Theatre Review: After Midnight


The other Saturday, my family and I decided to drive into the city and see what was available on TKTS on 42nd Street.  Obviously, the earlier you get there, the more there is available for that days performances but we didn’t get there until 1:20 pm, with most of the shows starting at 2 pm.  Since there weren’t many options, we decided to see After Midnight.  The New York Times liked it, so it really couldn’t be bad, could it?

We got to our seats with ample time to spare. The show didn’t start until 2:07 pm. Our seats were in the last row of the Mezzanine, off toward stage right, but we had a decent view.  There was only one point during the show that the view was obstructed.  When the curtains opened, we didn’t know what to expect.

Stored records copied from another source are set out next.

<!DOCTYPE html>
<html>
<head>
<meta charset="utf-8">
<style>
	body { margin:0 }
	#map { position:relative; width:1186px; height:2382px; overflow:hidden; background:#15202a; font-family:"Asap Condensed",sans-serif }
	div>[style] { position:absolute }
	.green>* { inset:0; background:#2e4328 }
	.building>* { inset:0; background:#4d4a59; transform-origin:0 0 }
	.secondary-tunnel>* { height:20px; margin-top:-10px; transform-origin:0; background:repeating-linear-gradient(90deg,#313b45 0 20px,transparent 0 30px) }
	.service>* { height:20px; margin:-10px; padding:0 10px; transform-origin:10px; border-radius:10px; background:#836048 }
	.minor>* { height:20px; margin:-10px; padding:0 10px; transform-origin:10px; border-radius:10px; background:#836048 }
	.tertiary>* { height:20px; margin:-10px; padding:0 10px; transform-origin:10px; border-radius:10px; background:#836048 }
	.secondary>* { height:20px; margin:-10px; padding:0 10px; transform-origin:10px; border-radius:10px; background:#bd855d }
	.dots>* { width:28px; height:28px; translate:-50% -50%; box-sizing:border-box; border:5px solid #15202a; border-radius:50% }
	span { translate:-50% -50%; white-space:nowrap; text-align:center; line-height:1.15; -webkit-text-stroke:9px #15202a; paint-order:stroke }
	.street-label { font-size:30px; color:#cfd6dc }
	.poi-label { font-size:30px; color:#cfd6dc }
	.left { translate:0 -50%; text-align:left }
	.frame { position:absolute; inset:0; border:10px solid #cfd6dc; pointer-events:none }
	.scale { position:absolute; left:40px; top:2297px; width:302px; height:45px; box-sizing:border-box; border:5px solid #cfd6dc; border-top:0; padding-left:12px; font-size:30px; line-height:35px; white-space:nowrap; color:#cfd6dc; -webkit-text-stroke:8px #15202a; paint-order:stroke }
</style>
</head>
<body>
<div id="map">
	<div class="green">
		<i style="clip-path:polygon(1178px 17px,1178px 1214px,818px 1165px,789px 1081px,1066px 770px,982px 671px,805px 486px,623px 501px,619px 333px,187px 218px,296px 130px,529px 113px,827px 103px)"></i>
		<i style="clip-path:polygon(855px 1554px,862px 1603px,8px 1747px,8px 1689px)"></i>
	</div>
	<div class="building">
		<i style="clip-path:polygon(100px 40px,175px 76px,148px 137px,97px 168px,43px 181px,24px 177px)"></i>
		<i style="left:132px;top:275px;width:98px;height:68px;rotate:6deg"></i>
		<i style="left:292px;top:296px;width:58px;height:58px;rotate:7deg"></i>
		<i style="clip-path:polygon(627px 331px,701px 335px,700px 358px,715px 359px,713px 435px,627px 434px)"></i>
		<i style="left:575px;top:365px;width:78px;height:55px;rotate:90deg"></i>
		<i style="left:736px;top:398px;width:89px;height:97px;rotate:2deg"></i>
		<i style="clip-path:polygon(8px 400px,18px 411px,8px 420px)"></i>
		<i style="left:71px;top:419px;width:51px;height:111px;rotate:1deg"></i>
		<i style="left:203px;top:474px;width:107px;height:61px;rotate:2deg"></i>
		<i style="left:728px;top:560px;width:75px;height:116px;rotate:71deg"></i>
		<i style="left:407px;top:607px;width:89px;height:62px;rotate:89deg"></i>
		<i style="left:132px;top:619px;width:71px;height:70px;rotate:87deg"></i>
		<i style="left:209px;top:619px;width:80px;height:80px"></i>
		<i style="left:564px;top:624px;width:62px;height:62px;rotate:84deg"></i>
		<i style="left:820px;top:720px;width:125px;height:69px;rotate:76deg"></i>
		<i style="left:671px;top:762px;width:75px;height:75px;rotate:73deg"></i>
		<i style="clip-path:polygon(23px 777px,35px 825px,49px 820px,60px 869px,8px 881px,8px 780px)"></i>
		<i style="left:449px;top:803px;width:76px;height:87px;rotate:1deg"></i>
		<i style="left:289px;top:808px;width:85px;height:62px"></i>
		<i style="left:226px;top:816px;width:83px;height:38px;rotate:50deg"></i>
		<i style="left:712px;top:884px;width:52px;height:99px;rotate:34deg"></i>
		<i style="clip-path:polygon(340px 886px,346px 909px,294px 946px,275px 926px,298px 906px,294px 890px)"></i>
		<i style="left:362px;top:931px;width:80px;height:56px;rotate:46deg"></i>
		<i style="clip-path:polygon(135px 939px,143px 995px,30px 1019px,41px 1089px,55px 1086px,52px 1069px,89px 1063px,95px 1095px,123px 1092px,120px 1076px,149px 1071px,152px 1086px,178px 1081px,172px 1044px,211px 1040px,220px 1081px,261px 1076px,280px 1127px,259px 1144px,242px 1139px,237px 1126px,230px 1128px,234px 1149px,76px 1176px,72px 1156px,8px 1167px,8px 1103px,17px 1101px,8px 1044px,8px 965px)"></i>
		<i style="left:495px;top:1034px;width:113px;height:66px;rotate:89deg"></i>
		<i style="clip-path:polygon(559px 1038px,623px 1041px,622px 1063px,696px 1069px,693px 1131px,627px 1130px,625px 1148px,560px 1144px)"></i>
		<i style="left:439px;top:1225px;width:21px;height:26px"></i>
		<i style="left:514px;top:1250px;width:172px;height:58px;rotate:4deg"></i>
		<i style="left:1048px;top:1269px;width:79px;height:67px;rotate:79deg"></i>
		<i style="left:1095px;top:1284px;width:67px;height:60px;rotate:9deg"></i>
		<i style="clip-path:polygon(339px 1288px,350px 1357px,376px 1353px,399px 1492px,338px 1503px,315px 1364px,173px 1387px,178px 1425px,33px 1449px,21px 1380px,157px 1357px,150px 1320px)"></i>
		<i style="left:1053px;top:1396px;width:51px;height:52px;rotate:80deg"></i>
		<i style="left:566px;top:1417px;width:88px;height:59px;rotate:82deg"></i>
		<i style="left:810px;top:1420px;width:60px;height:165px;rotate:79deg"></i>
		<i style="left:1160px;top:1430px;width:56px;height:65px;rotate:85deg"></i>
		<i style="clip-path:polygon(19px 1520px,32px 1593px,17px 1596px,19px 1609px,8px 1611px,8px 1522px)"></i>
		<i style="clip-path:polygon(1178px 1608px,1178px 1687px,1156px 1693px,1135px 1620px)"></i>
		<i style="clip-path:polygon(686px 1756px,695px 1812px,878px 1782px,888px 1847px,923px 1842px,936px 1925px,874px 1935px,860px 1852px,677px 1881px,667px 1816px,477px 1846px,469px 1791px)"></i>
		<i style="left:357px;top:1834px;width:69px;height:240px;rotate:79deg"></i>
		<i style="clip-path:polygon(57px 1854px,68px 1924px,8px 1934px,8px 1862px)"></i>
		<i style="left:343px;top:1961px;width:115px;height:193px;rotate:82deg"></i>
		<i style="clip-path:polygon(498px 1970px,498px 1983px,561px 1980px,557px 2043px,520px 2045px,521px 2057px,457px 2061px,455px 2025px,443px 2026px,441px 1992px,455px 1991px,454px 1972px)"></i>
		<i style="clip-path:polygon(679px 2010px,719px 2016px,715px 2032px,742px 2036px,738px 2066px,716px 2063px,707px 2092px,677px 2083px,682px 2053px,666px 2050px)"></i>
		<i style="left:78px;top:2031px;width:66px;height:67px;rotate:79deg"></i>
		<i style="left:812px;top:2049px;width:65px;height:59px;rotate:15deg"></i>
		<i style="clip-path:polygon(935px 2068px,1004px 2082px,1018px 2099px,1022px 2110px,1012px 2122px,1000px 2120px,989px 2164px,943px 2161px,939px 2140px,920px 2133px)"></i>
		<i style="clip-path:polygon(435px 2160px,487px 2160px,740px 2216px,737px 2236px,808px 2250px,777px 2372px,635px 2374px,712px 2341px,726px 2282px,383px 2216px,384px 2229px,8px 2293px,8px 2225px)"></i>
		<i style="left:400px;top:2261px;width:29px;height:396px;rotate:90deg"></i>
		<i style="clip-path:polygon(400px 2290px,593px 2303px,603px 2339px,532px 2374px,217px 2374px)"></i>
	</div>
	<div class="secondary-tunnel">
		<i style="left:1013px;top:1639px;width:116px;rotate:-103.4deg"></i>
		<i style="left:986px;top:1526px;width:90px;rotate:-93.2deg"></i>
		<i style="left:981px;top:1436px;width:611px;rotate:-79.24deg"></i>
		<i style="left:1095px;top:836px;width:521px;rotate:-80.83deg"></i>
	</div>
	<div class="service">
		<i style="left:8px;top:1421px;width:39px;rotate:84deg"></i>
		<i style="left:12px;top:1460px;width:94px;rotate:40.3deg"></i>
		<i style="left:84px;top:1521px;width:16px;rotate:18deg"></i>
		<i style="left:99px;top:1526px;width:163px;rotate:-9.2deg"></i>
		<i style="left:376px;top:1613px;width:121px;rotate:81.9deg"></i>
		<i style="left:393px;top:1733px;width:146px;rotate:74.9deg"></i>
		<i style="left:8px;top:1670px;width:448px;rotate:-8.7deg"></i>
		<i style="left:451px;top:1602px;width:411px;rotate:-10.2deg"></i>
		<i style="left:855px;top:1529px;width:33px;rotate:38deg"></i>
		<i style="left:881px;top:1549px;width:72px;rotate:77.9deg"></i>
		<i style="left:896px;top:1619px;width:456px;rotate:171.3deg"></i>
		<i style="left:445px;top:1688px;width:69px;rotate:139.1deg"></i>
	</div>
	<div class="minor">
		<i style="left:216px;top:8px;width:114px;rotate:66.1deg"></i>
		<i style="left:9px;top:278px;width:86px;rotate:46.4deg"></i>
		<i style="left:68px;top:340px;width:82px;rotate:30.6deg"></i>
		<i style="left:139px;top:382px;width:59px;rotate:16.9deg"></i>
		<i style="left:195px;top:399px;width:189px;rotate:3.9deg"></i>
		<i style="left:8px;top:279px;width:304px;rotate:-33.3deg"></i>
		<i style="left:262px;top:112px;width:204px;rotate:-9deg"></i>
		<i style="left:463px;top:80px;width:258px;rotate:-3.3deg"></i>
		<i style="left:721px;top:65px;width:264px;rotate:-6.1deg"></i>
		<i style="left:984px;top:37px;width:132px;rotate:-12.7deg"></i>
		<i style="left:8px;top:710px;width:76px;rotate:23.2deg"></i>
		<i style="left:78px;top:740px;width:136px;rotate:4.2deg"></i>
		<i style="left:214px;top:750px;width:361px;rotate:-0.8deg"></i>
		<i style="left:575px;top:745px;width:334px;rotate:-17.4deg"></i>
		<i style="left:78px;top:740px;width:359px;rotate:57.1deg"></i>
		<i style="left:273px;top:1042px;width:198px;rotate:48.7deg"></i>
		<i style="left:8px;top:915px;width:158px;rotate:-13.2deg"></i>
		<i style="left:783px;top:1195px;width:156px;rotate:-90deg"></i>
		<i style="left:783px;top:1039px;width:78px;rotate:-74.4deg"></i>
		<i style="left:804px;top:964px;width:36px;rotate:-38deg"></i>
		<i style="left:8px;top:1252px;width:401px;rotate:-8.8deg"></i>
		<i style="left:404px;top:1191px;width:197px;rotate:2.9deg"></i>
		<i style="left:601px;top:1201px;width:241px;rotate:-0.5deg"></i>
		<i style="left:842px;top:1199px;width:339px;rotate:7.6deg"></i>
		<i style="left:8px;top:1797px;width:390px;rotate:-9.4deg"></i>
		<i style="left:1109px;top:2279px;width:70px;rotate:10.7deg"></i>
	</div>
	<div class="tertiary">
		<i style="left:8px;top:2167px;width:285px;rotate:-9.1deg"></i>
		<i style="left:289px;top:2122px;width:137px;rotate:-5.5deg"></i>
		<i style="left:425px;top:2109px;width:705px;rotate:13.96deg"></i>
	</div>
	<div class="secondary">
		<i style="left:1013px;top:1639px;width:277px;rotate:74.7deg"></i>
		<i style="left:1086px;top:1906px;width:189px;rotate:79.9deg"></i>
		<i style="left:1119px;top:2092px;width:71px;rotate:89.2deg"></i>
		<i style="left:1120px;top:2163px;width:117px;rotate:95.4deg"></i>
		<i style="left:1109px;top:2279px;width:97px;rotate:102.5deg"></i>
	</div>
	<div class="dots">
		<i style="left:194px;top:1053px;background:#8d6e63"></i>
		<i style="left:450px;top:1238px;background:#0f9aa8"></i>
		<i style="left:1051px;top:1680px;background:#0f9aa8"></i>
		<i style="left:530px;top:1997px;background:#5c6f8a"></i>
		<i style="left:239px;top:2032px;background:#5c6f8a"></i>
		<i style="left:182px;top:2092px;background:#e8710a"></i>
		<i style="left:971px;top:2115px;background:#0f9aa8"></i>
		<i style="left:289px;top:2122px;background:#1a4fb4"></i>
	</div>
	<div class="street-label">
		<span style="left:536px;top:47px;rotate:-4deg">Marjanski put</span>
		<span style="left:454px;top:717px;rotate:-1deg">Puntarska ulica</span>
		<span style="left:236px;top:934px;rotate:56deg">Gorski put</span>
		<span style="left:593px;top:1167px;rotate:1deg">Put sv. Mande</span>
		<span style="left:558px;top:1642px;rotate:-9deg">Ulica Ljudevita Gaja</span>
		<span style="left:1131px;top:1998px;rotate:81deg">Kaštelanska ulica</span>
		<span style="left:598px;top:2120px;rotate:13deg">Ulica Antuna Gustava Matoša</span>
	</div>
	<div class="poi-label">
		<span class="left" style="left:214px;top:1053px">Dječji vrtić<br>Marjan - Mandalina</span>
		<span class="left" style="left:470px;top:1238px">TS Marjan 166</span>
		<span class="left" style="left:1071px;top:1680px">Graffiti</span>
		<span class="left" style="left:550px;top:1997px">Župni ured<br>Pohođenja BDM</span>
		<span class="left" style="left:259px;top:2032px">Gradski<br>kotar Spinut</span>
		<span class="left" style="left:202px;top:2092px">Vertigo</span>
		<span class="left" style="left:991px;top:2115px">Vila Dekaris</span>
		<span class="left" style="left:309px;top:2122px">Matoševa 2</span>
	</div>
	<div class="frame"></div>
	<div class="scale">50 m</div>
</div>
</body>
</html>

The opening act was incredible.  The entire cast wore white costumes, all set in 1920’s style vaudeville. The audience was watching the Cotton Club with the famous Duke Ellington Band, as the performers sang and danced their hearts out!

After the first song, I couldn’t believe how I was totally engaged.  I didn’t look at my watch or see where we were with the program until we were almost at the finale. (This is unusual for me.  I’m usually trying to follow along with the Playbill, although I barely could see the words in the dark.)

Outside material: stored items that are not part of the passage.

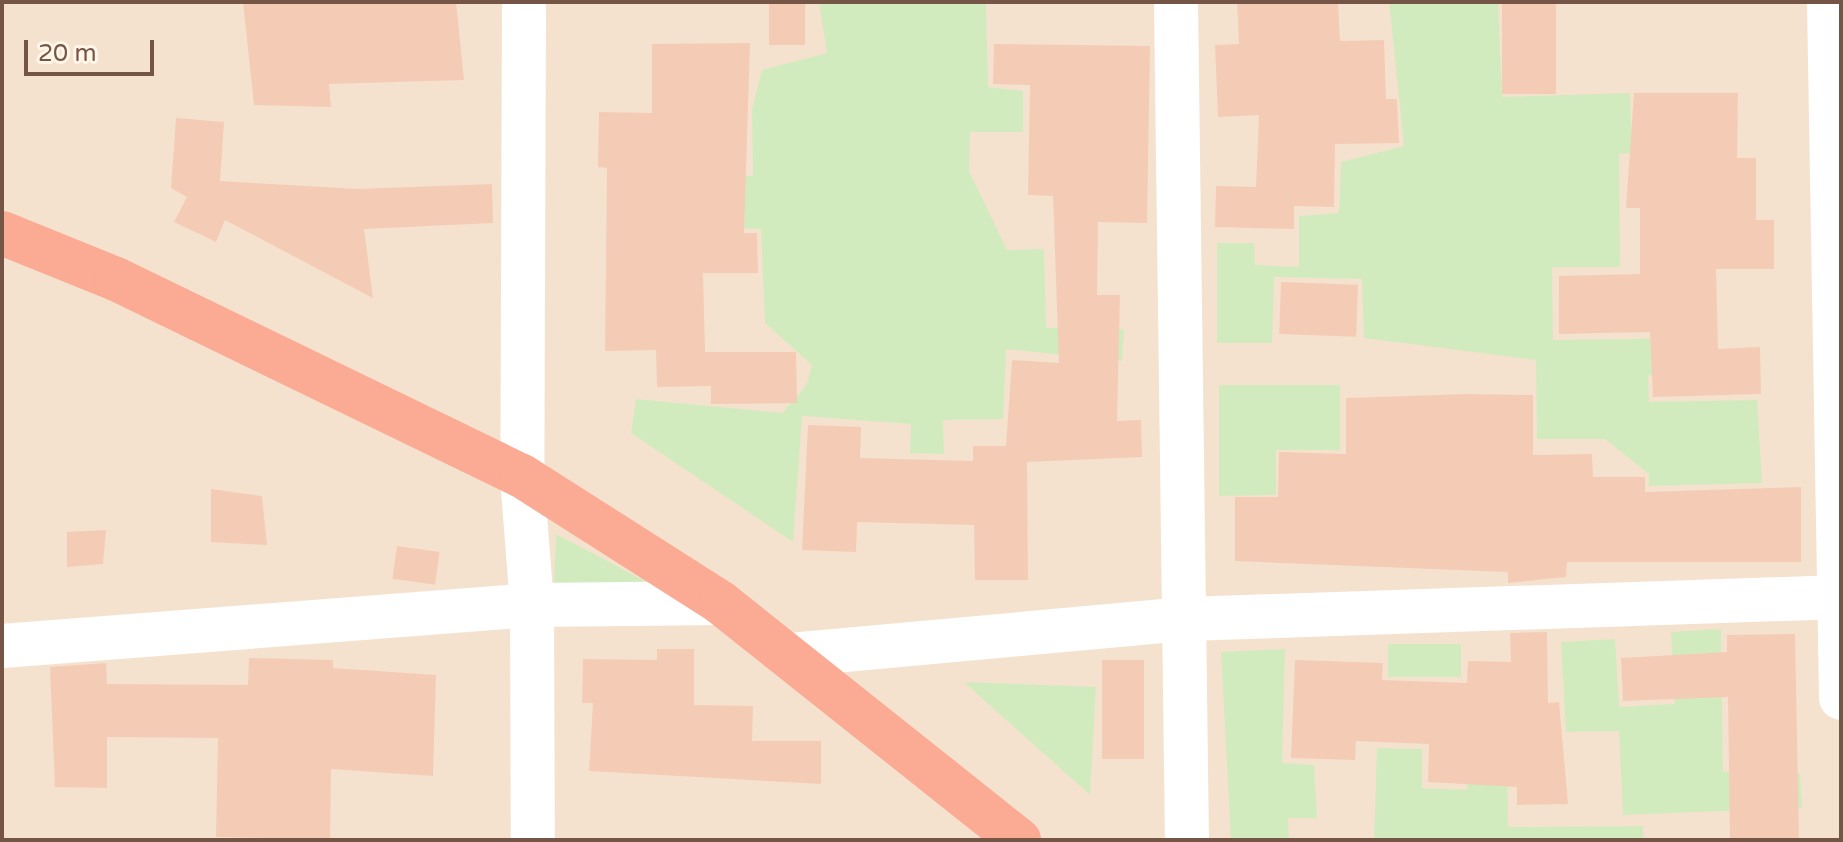 <!DOCTYPE html>
<html>
<head>
<meta charset="utf-8">
<style>
	body { margin:0 }
	#map { position:relative; width:1843px; height:842px; overflow:hidden; background:#fdf1e0; font-family:"Varela Round",sans-serif }
	div>[style] { position:absolute }
	[style*='--x'] { left:calc(var(--x)*1px); top:calc(var(--y)*1px); width:calc(var(--w)*1px); rotate:calc(var(--a)*1deg) }
	.residential>* { inset:0; background:#f5e2ce; transform-origin:0 0 }
	.green>* { inset:0; background:#d2ebbe; transform-origin:0 0 }
	.building>* { inset:0; background:#f4ccb6; transform-origin:0 0 }
	.minor>* { height:44px; margin:-22px; padding:0 22px; transform-origin:22px; border-radius:22px; background:#fff }
	.highway>* { height:44px; margin:-22px; padding:0 22px; transform-origin:22px; border-radius:22px; background:#fbaa93 }
	span { translate:-50% -50%; white-space:nowrap; text-align:center; line-height:1.15; -webkit-text-stroke:6px #fff5e8; paint-order:stroke }
	.frame { position:absolute; inset:0; border:4px solid #755546; pointer-events:none }
	.scale { position:absolute; left:24px; top:40px; width:130px; height:36px; box-sizing:border-box; border:4px solid #755546; border-top:0; padding-left:10px; font-size:24px; line-height:28px; white-space:nowrap; color:#755546; -webkit-text-stroke:6px #fff5e8; paint-order:stroke }
</style>
</head>
<body>
<div id="map">
	<div class="residential">
		<i style="left:2px;top:2px;width:1839px;height:838px"></i>
	</div>
	<div class="green">
		<i style="clip-path:polygon(819px 2px,986px 2px,988px 87px,1023px 91px,1023px 132px,970px 132px,969px 171px,1007px 250px,1044px 249px,1046px 328px,1124px 329px,1122px 361px,1006px 349px,1003px 419px,943px 420px,944px 454px,910px 453px,911px 424px,802px 416px,793px 542px,631px 433px,636px 399px,782px 413px,806px 386px,812px 365px,765px 323px,761px 229px,683px 227px,681px 175px,753px 176px,752px 110px,762px 70px,827px 53px)"></i>
		<i style="clip-path:polygon(1389px 2px,1498px 2px,1502px 97px,1630px 93px,1632px 153px,1619px 154px,1620px 267px,1552px 267px,1553px 340px,1699px 338px,1701px 373px,1648px 375px,1649px 402px,1757px 400px,1762px 483px,1649px 486px,1649px 474px,1605px 439px,1537px 439px,1536px 360px,1364px 338px,1362px 279px,1274px 277px,1272px 343px,1217px 343px,1217px 243px,1254px 243px,1255px 265px,1299px 267px,1299px 216px,1339px 213px,1341px 162px,1404px 146px)"></i>
		<i style="clip-path:polygon(1219px 385px,1340px 385px,1340px 450px,1276px 450px,1276px 495px,1219px 496px)"></i>
		<i style="clip-path:polygon(556px 534px,647px 582px,554px 585px)"></i>
		<i style="clip-path:polygon(1721px 629px,1723px 772px,1800px 773px,1802px 808px,1623px 815px,1619px 731px,1566px 732px,1561px 642px,1615px 639px,1619px 707px,1675px 704px,1671px 632px)"></i>
		<i style="left:1461px;top:644px;width:33px;height:73px;rotate:90deg"></i>
		<i style="clip-path:polygon(1285px 649px,1282px 763px,1314px 765px,1317px 818px,1288px 818px,1289px 840px,1231px 840px,1221px 652px)"></i>
		<i style="clip-path:polygon(964px 682px,1096px 687px,1090px 795px)"></i>
		<i style="clip-path:polygon(1377px 748px,1422px 749px,1422px 788px,1467px 790px,1467px 753px,1507px 753px,1508px 827px,1643px 826px,1643px 840px,1374px 840px)"></i>
	</div>
	<div class="building">
		<i style="clip-path:polygon(243px 2px,456px 2px,464px 80px,329px 84px,331px 107px,254px 105px)"></i>
		<i style="left:769px;top:2px;width:36px;height:43px"></i>
		<i style="clip-path:polygon(1237px 2px,1338px 2px,1340px 41px,1384px 40px,1386px 99px,1397px 99px,1399px 143px,1335px 144px,1334px 207px,1294px 206px,1294px 229px,1215px 227px,1216px 186px,1256px 187px,1259px 115px,1218px 117px,1215px 45px,1239px 44px)"></i>
		<i style="left:1502px;top:2px;width:54px;height:92px"></i>
		<i style="clip-path:polygon(750px 43px,744px 233px,757px 233px,758px 273px,703px 273px,705px 352px,796px 352px,797px 403px,711px 404px,711px 386px,657px 387px,656px 350px,605px 351px,607px 168px,598px 167px,599px 112px,652px 113px,652px 44px)"></i>
		<i style="clip-path:polygon(994px 44px,1150px 46px,1147px 223px,1098px 222px,1097px 295px,1120px 295px,1117px 421px,1141px 420px,1142px 457px,1027px 462px,1028px 580px,975px 580px,974px 525px,857px 522px,856px 552px,802px 550px,808px 425px,861px 427px,860px 458px,973px 461px,973px 446px,1006px 446px,1012px 360px,1059px 363px,1053px 196px,1028px 195px,1030px 85px,993px 84px)"></i>
		<i style="clip-path:polygon(1634px 93px,1738px 93px,1737px 158px,1756px 158px,1756px 220px,1774px 220px,1774px 269px,1716px 269px,1718px 349px,1760px 347px,1761px 394px,1653px 397px,1650px 332px,1559px 334px,1559px 276px,1640px 274px,1640px 208px,1626px 208px)"></i>
		<i style="clip-path:polygon(176px 118px,224px 122px,220px 181px,358px 189px,492px 184px,493px 223px,364px 229px,373px 298px,225px 220px,216px 242px,174px 222px,187px 197px,171px 188px)"></i>
		<i style="left:1281px;top:282px;width:77px;height:52px;rotate:2deg"></i>
		<i style="clip-path:polygon(1469px 394px,1533px 395px,1533px 455px,1592px 454px,1593px 477px,1645px 477px,1645px 492px,1801px 487px,1801px 562px,1567px 562px,1566px 577px,1508px 583px,1508px 572px,1235px 561px,1235px 497px,1278px 497px,1279px 452px,1346px 454px,1346px 398px)"></i>
		<i style="clip-path:polygon(211px 489px,262px 496px,267px 545px,211px 542px)"></i>
		<i style="clip-path:polygon(106px 530px,103px 564px,67px 567px,67px 532px)"></i>
		<i style="left:397px;top:546px;width:43px;height:33px;rotate:8deg"></i>
		<i style="clip-path:polygon(1547px 632px,1548px 703px,1559px 702px,1568px 804px,1517px 805px,1517px 787px,1428px 782px,1429px 744px,1356px 741px,1355px 760px,1291px 758px,1295px 660px,1383px 663px,1382px 680px,1467px 683px,1468px 661px,1511px 662px,1510px 633px)"></i>
		<i style="clip-path:polygon(1795px 634px,1799px 840px,1730px 840px,1728px 697px,1623px 701px,1621px 658px,1727px 652px,1727px 635px)"></i>
		<i style="clip-path:polygon(657px 649px,694px 649px,694px 705px,753px 706px,752px 741px,821px 741px,821px 784px,589px 771px,593px 703px,582px 703px,583px 659px,657px 660px)"></i>
		<i style="clip-path:polygon(249px 658px,333px 660px,333px 668px,436px 675px,433px 776px,331px 769px,330px 839px,216px 837px,218px 738px,107px 737px,107px 788px,55px 787px,50px 667px,106px 663px,107px 684px,248px 685px)"></i>
		<i style="left:1102px;top:660px;width:42px;height:99px"></i>
	</div>
	<div class="minor">
		<i style="--x:524;--y:2;--w:474;--a:90.2"></i>
		<i style="--x:522;--y:476;--w:129;--a:85.6"></i>
		<i style="--x:532;--y:605;--w:235;--a:89.8"></i>
		<i style="--x:1176;--y:2;--w:838;--a:89.25"></i>
		<i style="--x:1829;--y:2;--w:696;--a:89.01"></i>
		<i style="--x:2;--y:646;--w:532;--a:-4.42"></i>
		<i style="--x:532;--y:605;--w:189;--a:-0.6"></i>
		<i style="--x:790;--y:655;--w:398;--a:-5.2"></i>
		<i style="--x:1186;--y:619;--w:655;--a:-1.92"></i>
	</div>
	<div class="highway">
		<i style="--x:2;--y:233;--w:123;--a:22"></i>
		<i style="--x:116;--y:279;--w:451;--a:25.9"></i>
		<i style="--x:522;--y:476;--w:236;--a:32.5"></i>
		<i style="--x:721;--y:603;--w:381;--a:38.5"></i>
	</div>
	<div class="frame"></div>
	<div class="scale">20 m</div>
</div>
</body>
</html>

The actors were fantastic.  The dancing was incredible, including the tap dancing scenes with Daniel J. Watts and Phillip Attmore.  I loved when the singing trio of Carmen Ruby Floyd, Rosena M. Hill Jackson & Bryonha Marie Parham came out.  Their voices went so well together.  The lead male actor, which is usually played by Dule Hill was played by his understudy David Jennings, engaged the audience and kept the flow of the musical revenue in sync. But the night went to Fantasia, winner of American Idol. She has the most incredible voice that captivated the audience.

There were more than 25 songs, most by Duke Ellington, but all in the Duke Ellington style.  The band, The Jazz at Lincoln Center All Stars, was amazing.  The horns were incredibly passionate and talented, which came out throughout the performance.

If someone asked me who was better, the singers, the dancers or the musicians, I wouldn’t be able to answer.  I thought they were all superb!

The show doesn’t have a story, so if you go, don’t expect one.  When you enter the Brooks Atikinson Theatre on 47th Street, you are not entering a broadway show, you are going back in time to the days of the Cotton Club, New York City’s infamous Harlem nightclub, that featured the best and brightest performers of the day.  And that’s exactly what you will see here.

If you like jazz, you will love this broadway musical, After Midnight.  I would highly recommend it and glad we bought tickets for it.